INDIANAPOLIS — When you have an emergency and call 911 for help, you expect first responders to arrive as soon as possible. Seconds count in those situations, but drivers blocking fire station driveways are causing precious time to slip away.
"If you were in an accident on Binford or your house was on fire, I think it would be unnerving to think that their response time was slowed down because they can't even get out of the driveway," Nikki O'Leary said.
O'Leary lives on the northeast side of Indianapolis near 56th Street and Binford Boulevard. Despite signs warning drivers to stop before Fire Station 8, it is a problem she sees often.
"They sit there and just blow the horn and then people that are parked in the driveway are trying to figure out where to go because the only place they can go is into the oncoming traffic lane," O'Leary said.
Drivers aren't the only ones concerned about this issue.

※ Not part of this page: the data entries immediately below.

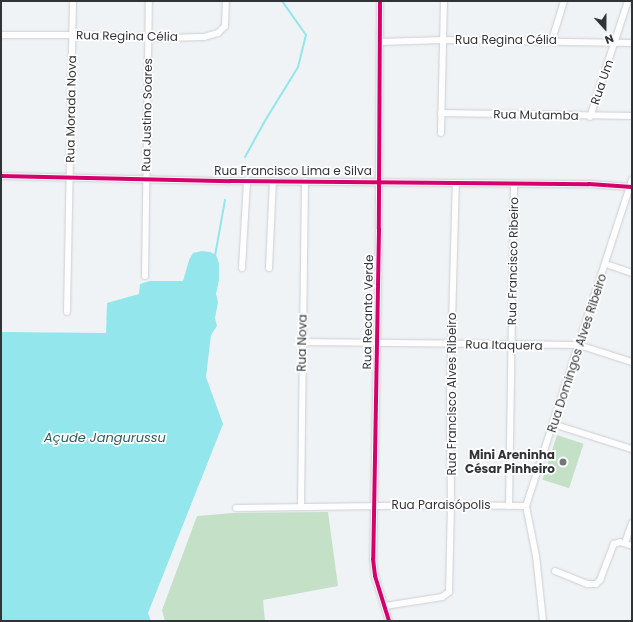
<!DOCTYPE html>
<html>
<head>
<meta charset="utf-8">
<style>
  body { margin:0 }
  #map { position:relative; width:633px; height:622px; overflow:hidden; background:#f0f3f6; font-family:Poppins,sans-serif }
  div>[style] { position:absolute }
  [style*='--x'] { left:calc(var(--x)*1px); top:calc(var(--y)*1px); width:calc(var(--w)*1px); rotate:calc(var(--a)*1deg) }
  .green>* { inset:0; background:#c4e1c8; transform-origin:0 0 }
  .water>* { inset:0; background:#92e6ec }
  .stream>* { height:2px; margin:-1px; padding:0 1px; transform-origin:1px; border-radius:1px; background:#92e6ec }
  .roads { filter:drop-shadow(0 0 1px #cccfd1) drop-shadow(0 0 1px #cccfd1) }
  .minor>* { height:6px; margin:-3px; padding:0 3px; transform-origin:3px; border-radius:3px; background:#fdfdfe }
  .cycleway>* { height:4px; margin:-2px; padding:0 2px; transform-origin:2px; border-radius:2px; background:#d6006c }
  .dots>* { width:11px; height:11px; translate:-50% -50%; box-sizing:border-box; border:2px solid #fff; border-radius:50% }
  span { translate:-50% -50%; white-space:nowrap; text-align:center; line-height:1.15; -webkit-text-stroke:3.5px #fff; paint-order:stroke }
  .street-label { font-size:12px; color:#313436 }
  .poi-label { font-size:12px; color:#313436; font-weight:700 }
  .right { translate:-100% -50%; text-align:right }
  .water-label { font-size:13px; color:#2b5f61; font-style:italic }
  .frame { position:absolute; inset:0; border:2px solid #313436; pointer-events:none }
  .north { position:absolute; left:585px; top:8px; width:40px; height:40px; -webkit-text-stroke:3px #fff; paint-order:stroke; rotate:159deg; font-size:11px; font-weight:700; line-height:16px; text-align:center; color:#313436 }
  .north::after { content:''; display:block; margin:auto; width:14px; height:18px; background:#313436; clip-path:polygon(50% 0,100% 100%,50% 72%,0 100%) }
</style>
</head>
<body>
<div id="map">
  <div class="green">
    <div style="left:557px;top:435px;width:28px;height:47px;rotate:18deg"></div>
    <div style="clip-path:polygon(328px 512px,338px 586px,263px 600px,265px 621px,165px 621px,162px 610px,197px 516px,233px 513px)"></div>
  </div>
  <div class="water">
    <div style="clip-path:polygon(202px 251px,210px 252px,216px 255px,219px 263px,219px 280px,216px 294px,218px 302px,215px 318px,217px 326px,211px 335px,206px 377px,223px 424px,148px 613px,151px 621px,1px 621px,1px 324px,2px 332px,106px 333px,107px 303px,139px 294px,140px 284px,150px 281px,183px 281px,189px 260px,193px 253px)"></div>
  </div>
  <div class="stream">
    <div style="--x:245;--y:157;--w:38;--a:-61"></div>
    <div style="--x:263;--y:124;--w:67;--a:-58.4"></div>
    <div style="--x:298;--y:67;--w:33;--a:-76"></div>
    <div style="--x:306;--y:35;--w:42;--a:-125.2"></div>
    <div style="--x:215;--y:256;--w:57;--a:-79.9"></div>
  </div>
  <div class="roads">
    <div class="minor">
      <div style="--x:380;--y:1;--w:228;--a:90.3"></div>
      <div style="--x:379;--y:229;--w:330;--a:91"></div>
      <div style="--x:373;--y:559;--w:17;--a:83"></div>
      <div style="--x:375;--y:576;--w:47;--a:72.7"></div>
      <div style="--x:1;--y:35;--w:71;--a:0"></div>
      <div style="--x:72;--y:35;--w:91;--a:1.9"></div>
      <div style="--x:163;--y:38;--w:41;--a:-1.4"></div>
      <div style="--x:204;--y:37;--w:15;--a:-16"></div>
      <div style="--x:218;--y:33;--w:10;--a:-45"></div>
      <div style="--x:225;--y:26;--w:25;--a:-88"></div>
      <div style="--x:552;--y:40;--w:41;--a:-72.9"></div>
      <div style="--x:380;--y:42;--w:63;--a:-1.8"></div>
      <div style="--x:443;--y:40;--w:189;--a:0.9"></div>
      <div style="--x:441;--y:113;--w:191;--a:0.9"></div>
      <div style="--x:590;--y:117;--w:122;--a:-71.9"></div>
      <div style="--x:441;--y:133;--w:132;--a:-88.7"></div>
      <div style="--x:1;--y:176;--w:229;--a:1.3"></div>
      <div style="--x:230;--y:181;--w:359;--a:0.5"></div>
      <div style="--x:589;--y:184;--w:43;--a:4"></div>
      <div style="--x:606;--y:264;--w:28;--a:19"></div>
      <div style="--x:242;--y:268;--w:88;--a:-86.7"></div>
      <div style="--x:269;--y:268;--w:87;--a:-87.4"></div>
      <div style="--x:145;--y:276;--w:275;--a:-89.2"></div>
      <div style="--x:67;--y:312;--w:311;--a:-88.9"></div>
      <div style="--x:302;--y:342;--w:277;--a:0.6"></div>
      <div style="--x:579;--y:345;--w:56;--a:17.8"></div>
      <div style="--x:553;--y:424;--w:83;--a:17.6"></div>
      <div style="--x:301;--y:506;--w:325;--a:-89.3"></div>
      <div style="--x:509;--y:506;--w:322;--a:-89.1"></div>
      <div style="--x:236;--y:508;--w:215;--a:-0.8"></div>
      <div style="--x:451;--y:505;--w:75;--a:0.8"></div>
      <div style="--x:625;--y:543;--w:21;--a:-71"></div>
      <div style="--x:555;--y:571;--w:35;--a:22"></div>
      <div style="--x:588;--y:584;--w:8;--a:0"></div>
      <div style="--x:596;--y:584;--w:6;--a:-45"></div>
      <div style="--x:600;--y:580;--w:39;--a:-69"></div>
      <div style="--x:614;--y:544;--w:6;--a:-18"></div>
      <div style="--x:620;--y:542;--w:13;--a:18"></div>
      <div style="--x:385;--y:606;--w:58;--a:-9"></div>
      <div style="--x:442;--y:597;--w:9;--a:-36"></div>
      <div style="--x:449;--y:592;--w:87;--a:-88.7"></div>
      <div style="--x:451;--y:505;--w:112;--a:-90.5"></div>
      <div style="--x:450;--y:393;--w:210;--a:-88.4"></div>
      <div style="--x:543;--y:621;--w:65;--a:-96.1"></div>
      <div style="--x:536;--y:556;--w:51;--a:-101.3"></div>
      <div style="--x:526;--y:506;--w:343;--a:-72"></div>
    </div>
  </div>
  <div class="cycleway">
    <div style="--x:380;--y:1;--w:228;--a:90.3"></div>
    <div style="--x:379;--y:229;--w:330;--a:91"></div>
    <div style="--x:373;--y:559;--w:17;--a:83"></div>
    <div style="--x:375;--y:576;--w:47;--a:72.7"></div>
    <div style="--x:1;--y:176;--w:229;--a:1.3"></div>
    <div style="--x:230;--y:181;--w:359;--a:0.5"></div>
    <div style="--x:589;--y:184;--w:43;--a:4"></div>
  </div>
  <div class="dots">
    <div style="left:563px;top:462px;background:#747779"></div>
  </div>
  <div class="street-label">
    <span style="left:127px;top:36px;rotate:1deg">Rua Regina Célia</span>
    <span style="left:506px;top:40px">Rua Regina Célia</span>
    <span style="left:602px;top:82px;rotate:-71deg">Rua Um</span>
    <span style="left:71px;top:109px;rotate:-89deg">Rua Morada Nova</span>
    <span style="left:147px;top:115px;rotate:-89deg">Rua Justino Soares</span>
    <span style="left:536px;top:115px;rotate:1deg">Rua Mutamba</span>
    <span style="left:293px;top:171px">Rua Francisco Lima e Silva</span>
    <span style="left:513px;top:261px;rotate:-89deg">Rua Francisco Ribeiro</span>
    <span style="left:368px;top:312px;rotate:-89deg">Rua Recanto Verde</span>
    <span style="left:302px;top:343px;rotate:-89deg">Rua Nova</span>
    <span style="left:504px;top:345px;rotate:1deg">Rua Itaquera</span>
    <span style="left:577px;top:353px;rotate:-72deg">Rua Domingos Alves Ribeiro</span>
    <span style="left:452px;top:394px;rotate:-90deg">Rua Francisco Alves Ribeiro</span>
    <span style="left:441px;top:505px">Rua Paraisópolis</span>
  </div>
  <div class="poi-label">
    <span class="right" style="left:555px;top:462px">Mini Areninha<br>César Pinheiro</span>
  </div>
  <div class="water-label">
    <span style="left:105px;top:438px">Açude Jangurussu</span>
  </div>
  <div class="frame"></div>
  <div class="north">N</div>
</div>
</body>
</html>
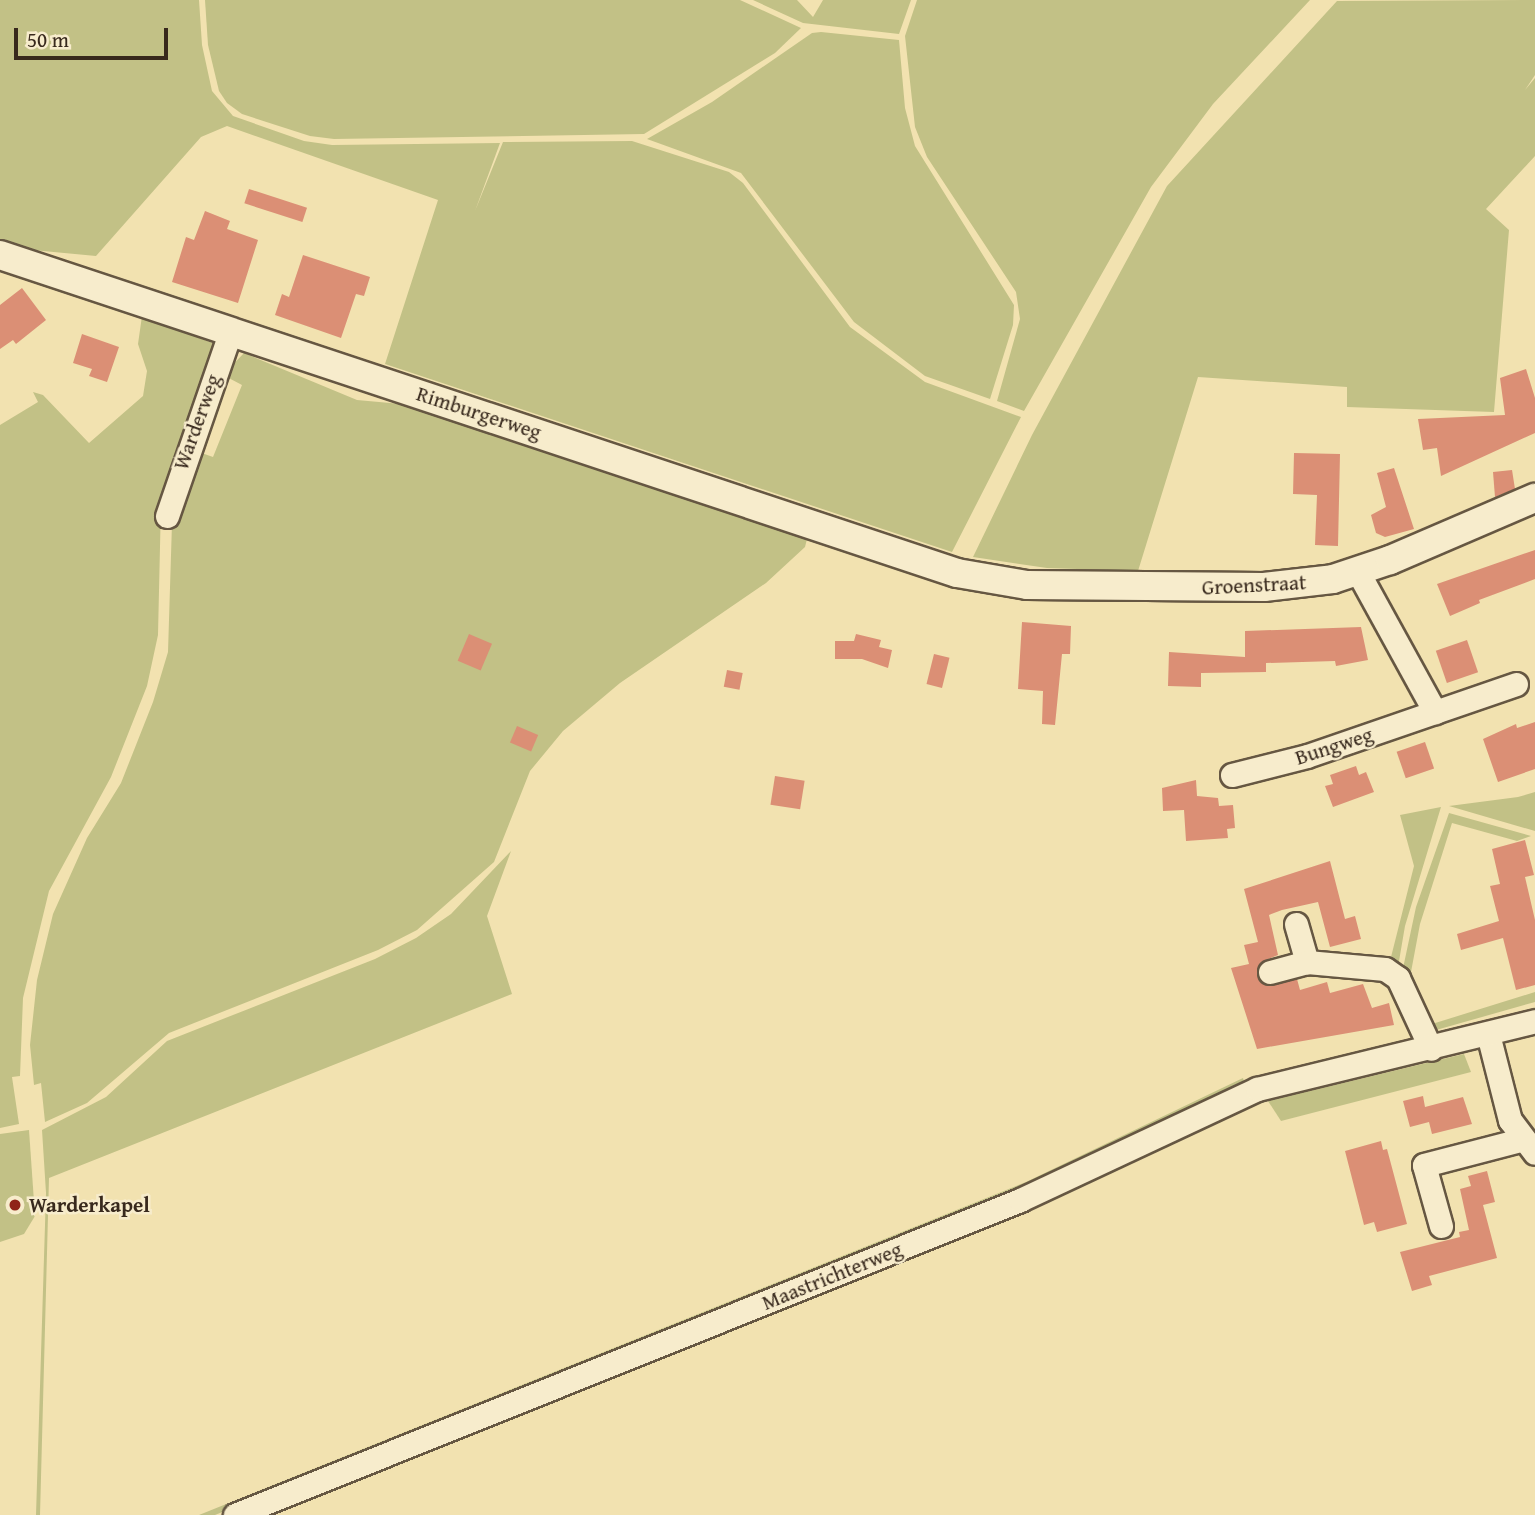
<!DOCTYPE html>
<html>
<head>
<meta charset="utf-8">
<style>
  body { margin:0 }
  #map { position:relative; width:1535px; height:1515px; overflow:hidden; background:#f2e2b0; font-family:"Gentium Book Plus",serif }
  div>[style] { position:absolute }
  .green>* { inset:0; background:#c2c186 }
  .building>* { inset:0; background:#db8f75; transform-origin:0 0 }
  .roads { filter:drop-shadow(2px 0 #665742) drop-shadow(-2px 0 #665742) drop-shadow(0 2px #665742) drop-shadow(0 -2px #665742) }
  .minor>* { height:23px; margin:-11.5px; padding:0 11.5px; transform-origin:11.5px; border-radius:11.5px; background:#f7eccc }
  .tertiary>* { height:28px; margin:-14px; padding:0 14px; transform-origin:14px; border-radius:14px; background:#f7eccc }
  .dots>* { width:19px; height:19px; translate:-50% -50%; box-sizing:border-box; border:4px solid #f7eccc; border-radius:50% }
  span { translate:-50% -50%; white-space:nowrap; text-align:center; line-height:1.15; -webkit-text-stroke:5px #f7eccc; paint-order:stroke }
  .street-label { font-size:21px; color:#38291d }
  .poi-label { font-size:21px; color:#38291d; font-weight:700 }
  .left { translate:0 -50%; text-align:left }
  .scale { position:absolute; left:14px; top:28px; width:154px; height:32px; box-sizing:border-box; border:4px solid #38291d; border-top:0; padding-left:9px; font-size:21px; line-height:24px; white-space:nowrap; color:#38291d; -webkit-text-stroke:5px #f7eccc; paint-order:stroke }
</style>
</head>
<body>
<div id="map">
  <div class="green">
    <i style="clip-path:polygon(0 0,199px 0,202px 45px,212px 91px,233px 116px,304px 141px,332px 145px,500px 143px,475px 211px,503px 142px,632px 141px,729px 172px,743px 183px,850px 327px,925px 382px,1021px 417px,952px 552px,385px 364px,438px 200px,227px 126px,201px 137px,96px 256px,22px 249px,0 239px)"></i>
    <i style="clip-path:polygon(205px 0,740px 0,801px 28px,775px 53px,644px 134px,334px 139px,310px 136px,242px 114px,227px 103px,219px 91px,208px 45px)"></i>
    <i style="clip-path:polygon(753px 0,797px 0,813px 17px,823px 0,911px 0,899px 34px,803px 23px)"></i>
    <i style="clip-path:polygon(917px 0,1310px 0,1213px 104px,1151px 187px,1024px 411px,997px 401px,1020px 319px,1016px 292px,927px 157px,915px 127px,905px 36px)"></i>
    <i style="clip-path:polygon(1535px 0,1535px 75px,1525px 90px,1535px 78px,1535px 156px,1486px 209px,1509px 230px,1494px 412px,1347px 407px,1347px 387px,1198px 377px,1138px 571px,1047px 568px,973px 557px,1032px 435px,1167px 186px,1337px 1px)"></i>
    <i style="clip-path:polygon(821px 32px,899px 40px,905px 108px,915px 146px,1014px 305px,1013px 325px,990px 399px,925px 376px,854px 322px,741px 173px,647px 139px,712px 102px,812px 33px)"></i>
    <i style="clip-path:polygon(142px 316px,215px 344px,161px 503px,158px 635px,147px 686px,111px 777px,49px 891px,23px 998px,20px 1076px,12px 1077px,19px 1124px,0 1128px,0 425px,38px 402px,33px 392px,43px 395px,89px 443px,143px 396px,147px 371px,138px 344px)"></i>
    <i style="clip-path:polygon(244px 353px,357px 400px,401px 404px,403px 399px,807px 539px,805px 547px,766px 583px,620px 683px,563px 731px,530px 771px,494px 862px,417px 930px,378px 950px,169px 1033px,87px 1103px,45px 1122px,41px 1083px,34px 1085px,30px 1045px,37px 980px,53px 914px,87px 838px,121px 783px,153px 702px,168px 652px,172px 523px,193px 450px,213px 457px,242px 385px,223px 375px)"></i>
    <i style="clip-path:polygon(1535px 792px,1535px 831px,1449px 806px,1518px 797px)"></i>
    <i style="clip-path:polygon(1441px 807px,1405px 926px,1398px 967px,1390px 961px,1414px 866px,1400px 815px)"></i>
    <i style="clip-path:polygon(1449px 813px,1531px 836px,1517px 841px,1452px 823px,1420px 924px,1411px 972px,1432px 1024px,1535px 992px,1535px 1002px,1429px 1032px,1402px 973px,1416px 907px)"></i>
    <i style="clip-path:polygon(511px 851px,487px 916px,512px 994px,49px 1178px,40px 1515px,36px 1515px,46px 1193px,42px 1130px,106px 1097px,167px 1041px,375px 959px,416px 938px,451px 914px)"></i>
    <i style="clip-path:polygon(1464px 1054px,1471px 1072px,1281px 1121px,1268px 1101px)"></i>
    <i style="clip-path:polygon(1243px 1078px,1245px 1085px,1180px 1111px,1011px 1193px,215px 1515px,199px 1515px,1026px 1182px)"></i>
    <i style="clip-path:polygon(29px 1130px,35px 1216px,24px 1234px,0 1242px,0 1134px)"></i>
  </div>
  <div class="building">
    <i style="left:249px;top:189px;width:61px;height:15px;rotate:18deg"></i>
    <i style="clip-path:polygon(205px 211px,230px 221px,227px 229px,258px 240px,238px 303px,172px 282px,186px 237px,194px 240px)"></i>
    <i style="clip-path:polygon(303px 255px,370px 277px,364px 296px,356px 294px,341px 338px,275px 315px,282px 294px,289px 297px)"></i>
    <i style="clip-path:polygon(22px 288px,46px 320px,16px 344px,13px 340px,0 349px,0 305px)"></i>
    <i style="clip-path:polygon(82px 334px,119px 347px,107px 382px,89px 376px,92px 369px,73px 363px)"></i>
    <i style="clip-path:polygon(1526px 369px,1535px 398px,1535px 433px,1441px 476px,1437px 448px,1423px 450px,1418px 419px,1505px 415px,1500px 378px)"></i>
    <i style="clip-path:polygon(1294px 453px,1340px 454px,1338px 546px,1315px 545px,1317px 495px,1293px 494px)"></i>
    <i style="clip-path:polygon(1394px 468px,1414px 529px,1385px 537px,1376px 533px,1371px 515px,1386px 507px,1377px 473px)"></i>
    <i style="clip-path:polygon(1512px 470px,1515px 489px,1495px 497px,1493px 472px)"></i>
    <i style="clip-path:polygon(1535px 550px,1535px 579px,1479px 600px,1480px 603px,1450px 616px,1437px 584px)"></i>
    <i style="clip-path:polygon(1022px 622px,1071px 626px,1070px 654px,1062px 654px,1055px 725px,1042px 724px,1043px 691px,1018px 689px)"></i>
    <i style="clip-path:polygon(1361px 627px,1368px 660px,1336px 666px,1335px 661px,1266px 663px,1266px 672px,1201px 673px,1201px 687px,1168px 686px,1169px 652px,1245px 657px,1245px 631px)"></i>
    <i style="left:469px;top:634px;width:25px;height:29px;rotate:23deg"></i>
    <i style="clip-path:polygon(856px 634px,881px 640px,879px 647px,892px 650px,888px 668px,862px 659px,835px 659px,835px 641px,854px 641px)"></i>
    <i style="left:1467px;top:640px;width:34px;height:33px;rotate:71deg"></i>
    <i style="left:934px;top:654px;width:16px;height:31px;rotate:14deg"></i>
    <i style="left:727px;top:670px;width:16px;height:17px;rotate:11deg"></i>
    <i style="clip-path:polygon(1535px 722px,1535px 769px,1498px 782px,1483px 739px,1516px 724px,1517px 728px)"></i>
    <i style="left:517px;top:726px;width:23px;height:18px;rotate:23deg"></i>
    <i style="left:1425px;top:742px;width:28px;height:30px;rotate:71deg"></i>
    <i style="clip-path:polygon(1356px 766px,1359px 775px,1366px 772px,1374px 792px,1333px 807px,1325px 786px,1333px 784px,1330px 775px)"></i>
    <i style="left:775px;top:776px;width:30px;height:29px;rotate:9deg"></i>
    <i style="clip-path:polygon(1196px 780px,1197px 796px,1218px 798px,1219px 806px,1233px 805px,1235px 828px,1227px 829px,1228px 838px,1186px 841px,1184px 810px,1163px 811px,1162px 788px)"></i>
    <i style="clip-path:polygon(1525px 840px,1534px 875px,1525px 877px,1535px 920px,1535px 985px,1516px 990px,1503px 938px,1461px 950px,1457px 934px,1499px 921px,1490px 886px,1500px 884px,1492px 849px)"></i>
    <i style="clip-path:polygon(1330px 861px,1345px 919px,1355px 916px,1361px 939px,1330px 947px,1318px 902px,1282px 910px,1269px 915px,1278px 955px,1261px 962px,1257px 976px,1267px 986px,1297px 979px,1300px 990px,1327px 982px,1330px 993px,1363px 984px,1372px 1008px,1389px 1003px,1394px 1025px,1257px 1049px,1231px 968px,1249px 964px,1244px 945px,1258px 942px,1244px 889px)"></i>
    <i style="clip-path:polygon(1423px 1096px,1425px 1107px,1463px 1097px,1472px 1124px,1432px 1134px,1429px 1122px,1410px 1127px,1403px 1101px)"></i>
    <i style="clip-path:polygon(1381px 1141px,1383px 1150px,1387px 1149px,1407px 1224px,1377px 1232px,1374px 1222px,1364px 1225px,1345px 1151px)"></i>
    <i style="clip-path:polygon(1487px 1171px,1495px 1202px,1483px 1205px,1497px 1258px,1429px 1276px,1432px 1285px,1412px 1291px,1400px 1252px,1460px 1237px,1459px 1232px,1469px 1230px,1460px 1189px,1471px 1186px,1468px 1176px)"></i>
  </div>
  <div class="roads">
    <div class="minor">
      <i style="left:167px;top:516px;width:197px;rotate:-71deg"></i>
      <i style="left:1358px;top:572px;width:160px;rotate:61.2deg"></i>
      <i style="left:1232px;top:775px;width:77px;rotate:-14.2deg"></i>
      <i style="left:1307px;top:756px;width:221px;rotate:-19deg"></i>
      <i style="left:1296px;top:924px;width:40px;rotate:74deg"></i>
      <i style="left:1270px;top:972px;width:38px;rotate:-15deg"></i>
      <i style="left:1307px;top:962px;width:78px;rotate:5.1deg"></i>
      <i style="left:1385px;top:969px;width:16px;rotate:35deg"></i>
      <i style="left:1398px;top:978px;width:78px;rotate:65.1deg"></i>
      <i style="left:1488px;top:1034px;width:89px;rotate:75.7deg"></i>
      <i style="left:1510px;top:1120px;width:41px;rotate:52.9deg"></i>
      <i style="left:1441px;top:1226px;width:63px;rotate:-105.6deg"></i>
      <i style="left:1424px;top:1165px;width:100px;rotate:-14.5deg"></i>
      <i style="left:235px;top:1515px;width:846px;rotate:-21.86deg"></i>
      <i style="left:1020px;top:1200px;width:262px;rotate:-25.1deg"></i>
      <i style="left:1257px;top:1089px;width:286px;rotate:-13.7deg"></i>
    </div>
    <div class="tertiary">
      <i style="left:0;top:255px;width:1008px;rotate:18.38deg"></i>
      <i style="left:957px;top:573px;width:71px;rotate:9.7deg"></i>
      <i style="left:1027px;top:585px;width:237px;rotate:0.5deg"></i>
      <i style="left:1264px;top:587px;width:69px;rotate:-6.6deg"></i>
      <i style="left:1333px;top:579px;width:60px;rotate:-18.4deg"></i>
      <i style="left:1390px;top:560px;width:158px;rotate:-23.2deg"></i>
    </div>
  </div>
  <div class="dots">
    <i style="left:15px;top:1205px;background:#8f2418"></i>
  </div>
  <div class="street-label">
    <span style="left:479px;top:413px;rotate:18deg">Rimburgerweg</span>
    <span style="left:197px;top:422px;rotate:-70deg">Warderweg</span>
    <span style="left:1254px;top:585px;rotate:-3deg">Groenstraat</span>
    <span style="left:1334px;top:746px;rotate:-18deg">Bungweg</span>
    <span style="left:832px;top:1276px;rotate:-22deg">Maastrichterweg</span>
  </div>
  <div class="poi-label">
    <span class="left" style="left:29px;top:1205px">Warderkapel</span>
  </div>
  <div class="scale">50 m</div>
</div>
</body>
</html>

Indianapolis Fire Department Battalion Chief Rita Reith said the house captain at Station 8 complained to the Mayor's Actions Center several times. That is why the Department of Public Works added striping on the road near the station, but drivers still aren't paying attention.
"It's always a concern for the firefighters when they could potentially get dispatched and the delay in moving the traffic away from the approach so that they can enter and exit takes away from precious seconds from the person calling 911 getting a response to their home or business," Reith said.
According to state law, drivers cannot stop within 20 feet of the driveway of a fire station. IFD said Station 8 is not the only fire station that sits on a busy road where traffic backs up, especially during rush hour.
IFD said they can typically get drivers to move quickly by activating their sirens, but they shouldn't have to in front of the station.
The Indianapolis Metropolitan Police Department said blocking a fire station driveway is enforceable, and the department will look into the problem in front of Station 8.
"I think this affects a lot of people," O'Leary said. "There is a nursing home east of here and there are a lot of residence around here that depend on them. A lot of elderly people in the area to depend on them being able to get out."